Von Borsig said afterward.
Two holes later, including a rattled three-putt at the 14th
hole after Falone had clearly lost focus, it was over. Von Borsig’s 4 and 3
victory ran his record in match play at Stonewall to 7-0. He’s not sure why,
although, as he won two matches Wednesday, the explanation started to dawn on
him.
“I’m not comfortable here,” Von Borsig said. “I hit it in
the fescue non-stop. But I think it’s because this golf course is really
complicated. You have to have some experience. It’s the kind of course where
you really have to think your way around the golf course.
“You get yourself in situations where you have to make a
decision and the outcome of the match can depend on what you decided in that
moment.”
In his opening-round match in the morning, Von Borsig was
locked in a tight struggle with Austin Barbin of the golfing Barbin family of
Elkton, Md. It turned on one moment when Barbin, a Maryland recruit, got a
little too aggressive with a long birdie putt to a back pin on the par-3
seventh hole, the 16th of a match that started at the 10th.

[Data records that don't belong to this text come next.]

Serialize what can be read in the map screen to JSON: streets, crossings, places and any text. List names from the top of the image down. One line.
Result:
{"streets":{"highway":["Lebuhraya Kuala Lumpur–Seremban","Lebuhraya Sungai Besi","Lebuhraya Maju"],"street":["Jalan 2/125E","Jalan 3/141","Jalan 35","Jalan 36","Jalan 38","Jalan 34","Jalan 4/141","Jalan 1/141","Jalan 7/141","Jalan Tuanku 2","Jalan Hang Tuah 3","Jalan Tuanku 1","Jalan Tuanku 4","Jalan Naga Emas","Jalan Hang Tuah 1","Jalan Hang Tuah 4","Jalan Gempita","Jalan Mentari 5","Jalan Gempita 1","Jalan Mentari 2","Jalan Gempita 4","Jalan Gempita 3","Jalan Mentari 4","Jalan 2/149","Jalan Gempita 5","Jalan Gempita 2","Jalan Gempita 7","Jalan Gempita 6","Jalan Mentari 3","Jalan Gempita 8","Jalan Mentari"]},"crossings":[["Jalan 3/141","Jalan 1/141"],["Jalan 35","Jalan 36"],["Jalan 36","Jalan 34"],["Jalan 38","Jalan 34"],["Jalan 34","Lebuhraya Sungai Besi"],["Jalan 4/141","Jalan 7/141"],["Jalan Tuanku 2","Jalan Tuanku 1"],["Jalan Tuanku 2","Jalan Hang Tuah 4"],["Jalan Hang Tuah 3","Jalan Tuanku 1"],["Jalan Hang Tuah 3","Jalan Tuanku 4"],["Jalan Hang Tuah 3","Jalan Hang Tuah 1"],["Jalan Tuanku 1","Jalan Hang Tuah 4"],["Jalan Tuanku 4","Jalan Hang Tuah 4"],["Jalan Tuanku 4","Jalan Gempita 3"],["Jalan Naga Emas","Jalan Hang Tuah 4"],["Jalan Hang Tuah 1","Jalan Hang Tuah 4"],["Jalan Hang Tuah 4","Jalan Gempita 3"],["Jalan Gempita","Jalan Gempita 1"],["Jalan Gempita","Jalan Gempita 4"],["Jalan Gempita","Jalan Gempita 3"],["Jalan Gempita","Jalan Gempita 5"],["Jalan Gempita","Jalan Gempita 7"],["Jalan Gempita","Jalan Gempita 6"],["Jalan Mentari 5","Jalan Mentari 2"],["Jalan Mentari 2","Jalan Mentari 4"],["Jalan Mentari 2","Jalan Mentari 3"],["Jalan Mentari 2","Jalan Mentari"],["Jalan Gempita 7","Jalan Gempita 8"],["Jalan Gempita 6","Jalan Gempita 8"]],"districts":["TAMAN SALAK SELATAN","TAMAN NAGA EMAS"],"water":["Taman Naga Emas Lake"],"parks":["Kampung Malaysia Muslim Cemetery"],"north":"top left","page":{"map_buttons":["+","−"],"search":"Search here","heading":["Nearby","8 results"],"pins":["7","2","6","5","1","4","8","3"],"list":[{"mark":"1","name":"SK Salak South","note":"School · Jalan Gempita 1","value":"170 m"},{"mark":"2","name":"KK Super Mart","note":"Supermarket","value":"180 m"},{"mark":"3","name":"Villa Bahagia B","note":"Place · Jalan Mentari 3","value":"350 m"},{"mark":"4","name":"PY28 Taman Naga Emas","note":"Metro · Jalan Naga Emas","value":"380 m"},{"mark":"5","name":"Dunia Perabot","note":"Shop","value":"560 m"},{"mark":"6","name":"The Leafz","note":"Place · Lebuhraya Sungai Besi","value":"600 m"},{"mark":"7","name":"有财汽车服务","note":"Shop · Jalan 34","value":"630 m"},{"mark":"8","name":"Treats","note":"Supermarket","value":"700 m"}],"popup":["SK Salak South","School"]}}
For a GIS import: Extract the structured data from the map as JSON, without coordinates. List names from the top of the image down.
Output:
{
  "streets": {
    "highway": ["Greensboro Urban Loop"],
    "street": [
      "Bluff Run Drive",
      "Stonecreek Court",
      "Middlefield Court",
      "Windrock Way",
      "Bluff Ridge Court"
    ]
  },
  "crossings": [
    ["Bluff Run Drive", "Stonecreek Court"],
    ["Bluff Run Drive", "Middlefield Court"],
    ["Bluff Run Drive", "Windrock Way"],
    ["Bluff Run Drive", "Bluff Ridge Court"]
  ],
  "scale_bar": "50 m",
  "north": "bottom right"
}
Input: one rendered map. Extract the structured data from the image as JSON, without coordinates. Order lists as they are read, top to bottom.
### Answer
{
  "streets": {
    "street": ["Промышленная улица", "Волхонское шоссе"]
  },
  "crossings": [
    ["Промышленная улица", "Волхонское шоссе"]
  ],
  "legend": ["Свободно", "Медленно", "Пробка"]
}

“He just jammed it a little too hard and it went seven or
eight feet by,” Von Borsig said. “I lagged mine up close and he missed the putt
coming back.”
Von Borsig took a 1-up lead and it held up, Barbin’s birdie
try on the ninth just missing to end the match. Barbin’s obvious talent
immediately got Von Borsig’s attention.
“Even the way his practice swing looked on our first hole,
I’m thinking, what a great golfer, I can’t fake it with this guy,” Von Borsig
said. “We had a great match. He was so good, it made me focus more.”
Von Borsig was the first to admit his putting improved in
the afternoon against Falone with the addition of McGuckin helping him read the
tricky contours of Stonewall’s greens. McGuckin, a Philly Am semifinalist a
year ago at Whitemarsh Valley Country Club, was ousted in the morning with a 2
and 1 setback at the hands of Huntingdon Valley Country Club’s Vince Kwon.
“All of a sudden I got a guy who just sees everything on the
greens,” Von Borsig said. “Thank God for young eyes.”
Two rounds of match play at the 6,676-yard, par-70 Old
Course layout at Stonewall cut the match-play field from 32 players down
to eight.
Von Borsig knows he’ll have his hands full with his
quarterfinal opponent, Matt Mattare, the Saucon Valley Country Club
representative who had himself a summer in 2017 when he won both the Met
Amateur and the Philadelphia Open, two of the biggest jewels in two of the
country’s most competitive associations.
“When you whittle this down to eight, you know you’re going
to get somebody good,” said Von Borsig, who works in brand management for
Johnson & Johnson.
Mattare rolled to a 4 and 3 decision Wednesday morning over
San Diego State senior Ambrose Abbracciamento of Jericho National Golf Club and
then knocked off Kyle Deisher of Five Ponds Golf Club, 4 and 2, in Wednesday
afternoon’s second round. Deisher defeated Austin Barbin’s older brother,
Zachary Barbin, a junior at Liberty, 2-up, in the opening round.
I spent a large part of the afternoon watching the
second-round match between Patrick Sheehan, the District One Class AAA champion
as a senior at Central Bucks East last fall, and Jack Wall, the youngest of the
golfing Wall family of Brielle, N.J.
I still get out on the Pennsylvania scholastic postseason trail
and have seen Sheehan, who is headed for Penn State, develop from a big guy who
can hit it a mile into a more complete player. Wall, a South Carolina recruit,
earned a berth in match play in last month’s U.S. Amateur Four-Ball
Championship at the Bandon Dunes Resort while playing with his Christian
Brothers Academy teammate, Brendan Hansen.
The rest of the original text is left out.